Thursday, 3 December 2015

Kidnapping Mr. Heineken (2015) - Movie Review
One of the main pledges I made when it comes to what gets watched/reviewed on this blog, aside from anything new I watch that was released from 2012-onwards gets reviewed without question, is that I watch everyone that gets released at my local. For the sake of sincerity, this would be the Hoyts cinema in Westfield Warringah, a place I have probably more time in than I ever did at school. Given the frequent grammar/spelling errors in these reviews, it shows. However, at some point down the road earlier in the year, I became slack. There was a string of new releases that, out of laziness, I didn’t end up checking out before they stop screening.  As we approach the end of the year and I am doing my usual round-up of the films I didn’t get a chance to check out before, it would only be logical to right old wrongs and get to those films I missed. However, given both the exceptionally brief cinematic run it had coupled with the woeful approval ratings it has garnered, maybe this was one of those that I should be glad that I missed first time around.

The plot: Small-time Dutch crooks Cor (Jim Sturgess), Willem (Sam Worthington), Cat (Ryan Kwanten), Brakes (Thomas Cocquerel) and Spikes (Mark Van Eeuwen) are tired of their standards of living so, in an effort to get some fast money, they plot to kidnap beer tycoon Freddy Heineken (Anthony Hopkins). However, as the ransom payment takes longer and longer to be made, they start to question if they can stick it out for the long haul, even if the money could get them out of their current circumstances.

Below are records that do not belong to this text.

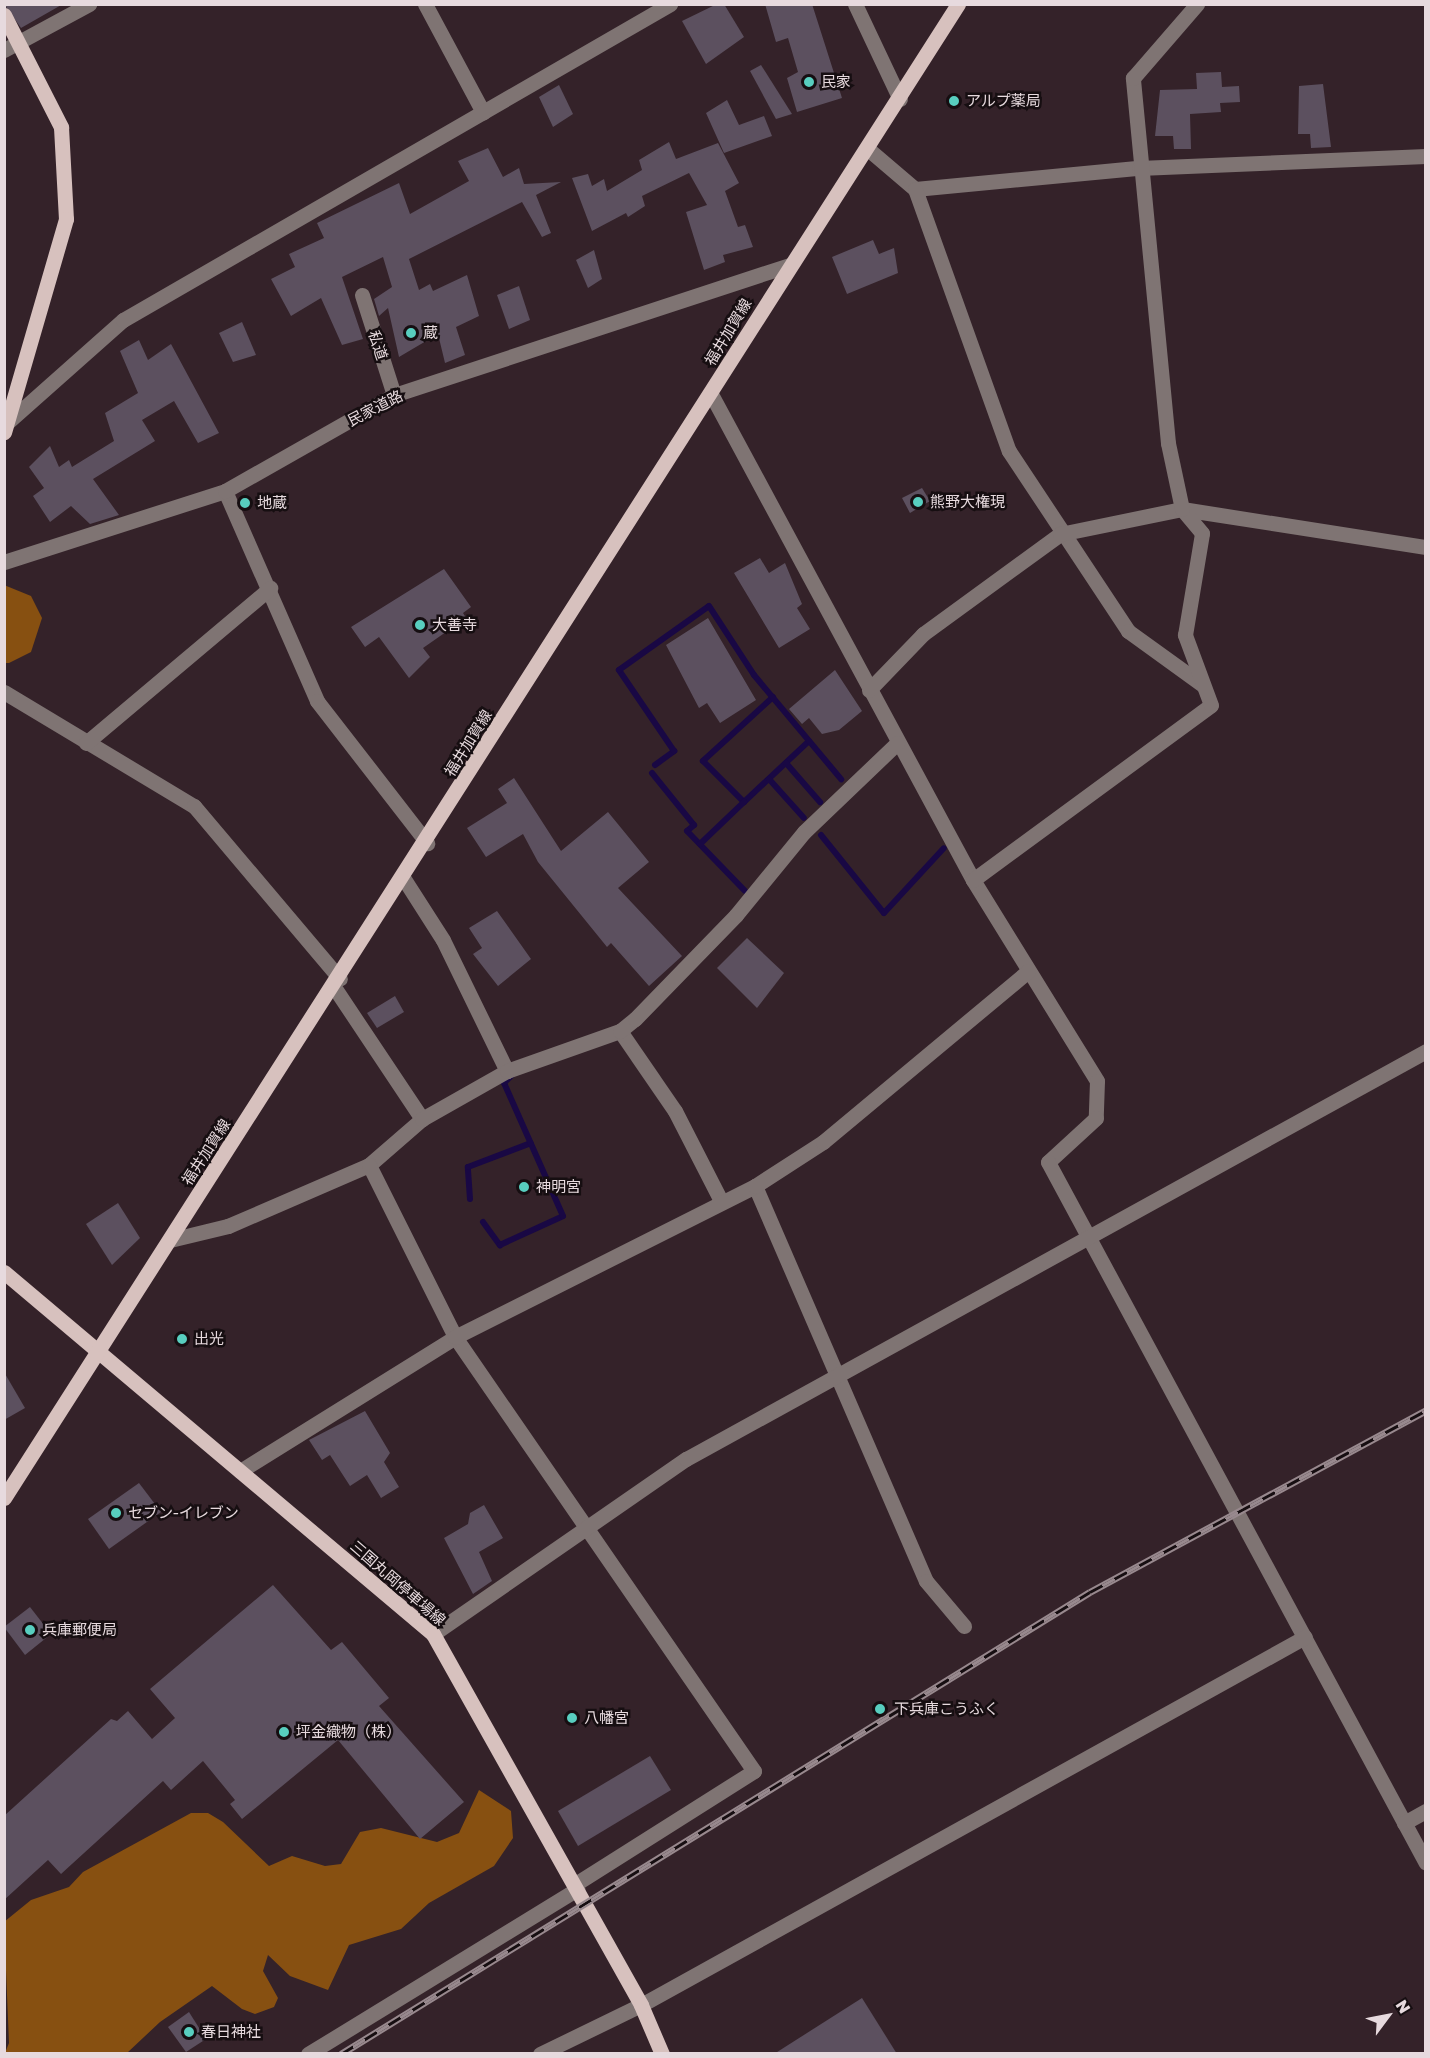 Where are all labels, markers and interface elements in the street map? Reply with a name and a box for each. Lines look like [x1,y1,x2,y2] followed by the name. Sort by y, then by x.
[821,73,851,91] place label: 民家
[802,75,816,89] marker: 民家
[966,92,1041,110] place label: アルプ薬局
[947,94,961,108] marker: アルプ薬局
[701,295,755,369] street label: 福井加賀線
[423,324,438,342] place label: 蔵
[404,326,418,340] marker: 蔵
[365,328,391,362] street label: 私道
[344,386,406,430] street label: 民家道路
[930,493,1005,511] place label: 熊野大権現
[257,494,287,512] place label: 地蔵
[911,495,925,509] marker: 熊野大権現
[238,496,252,510] marker: 地蔵
[432,616,477,634] place label: 大善寺
[413,618,427,632] marker: 大善寺
[440,706,496,780] street label: 福井加賀線
[178,1116,234,1188] street label: 福井加賀線
[536,1178,581,1196] place label: 神明宮
[517,1180,531,1194] marker: 神明宮
[194,1330,224,1348] place label: 出光
[175,1332,189,1346] marker: 出光
[128,1504,239,1522] place label: セブン-イレブン
[109,1506,123,1520] marker: セブン-イレブン
[347,1537,449,1629] street label: 三国丸岡停車場線
[42,1621,117,1639] place label: 兵庫郵便局
[23,1623,37,1637] marker: 兵庫郵便局
[871,1700,889,1718] marker: 下兵庫こうふく
[894,1700,999,1718] place label: 下兵庫こうふく
[584,1709,629,1727] place label: 八幡宮
[565,1711,579,1725] marker: 八幡宮
[296,1723,401,1741] place label: 坪金織物（株）
[277,1725,291,1739] marker: 坪金織物（株）
[1358,1986,1418,2046] north arrow
[1392,1996,1415,2017] text: N
[201,2023,261,2041] place label: 春日神社
[182,2025,196,2039] marker: 春日神社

The acting is pretty decent, even considering the slipshod casting that features British and Australian actors portraying Dutch characters. However, their acting isn’t suitable for this kind of story, as everyone save for Heineken’s chauffeur (David Dencik) reacts way too calmly to everything going on around them. Hopkins acts like he’s doing a reality show on dodgy hotels with how he mildly reacts to the conditions of his cell, as if he heard he was going to be spending most of the film in a cell and decided to bring back his Hannibal Lector performance despite the actual tone of the film. As for our mains, Worthington gets some moments of rage but quickly regresses into wimp personified in record time, and Sturgess is given the most character motivation for the heist but never ends up acting on any of it. Other than that, none of the other actors stand out enough to be worthy of singling out.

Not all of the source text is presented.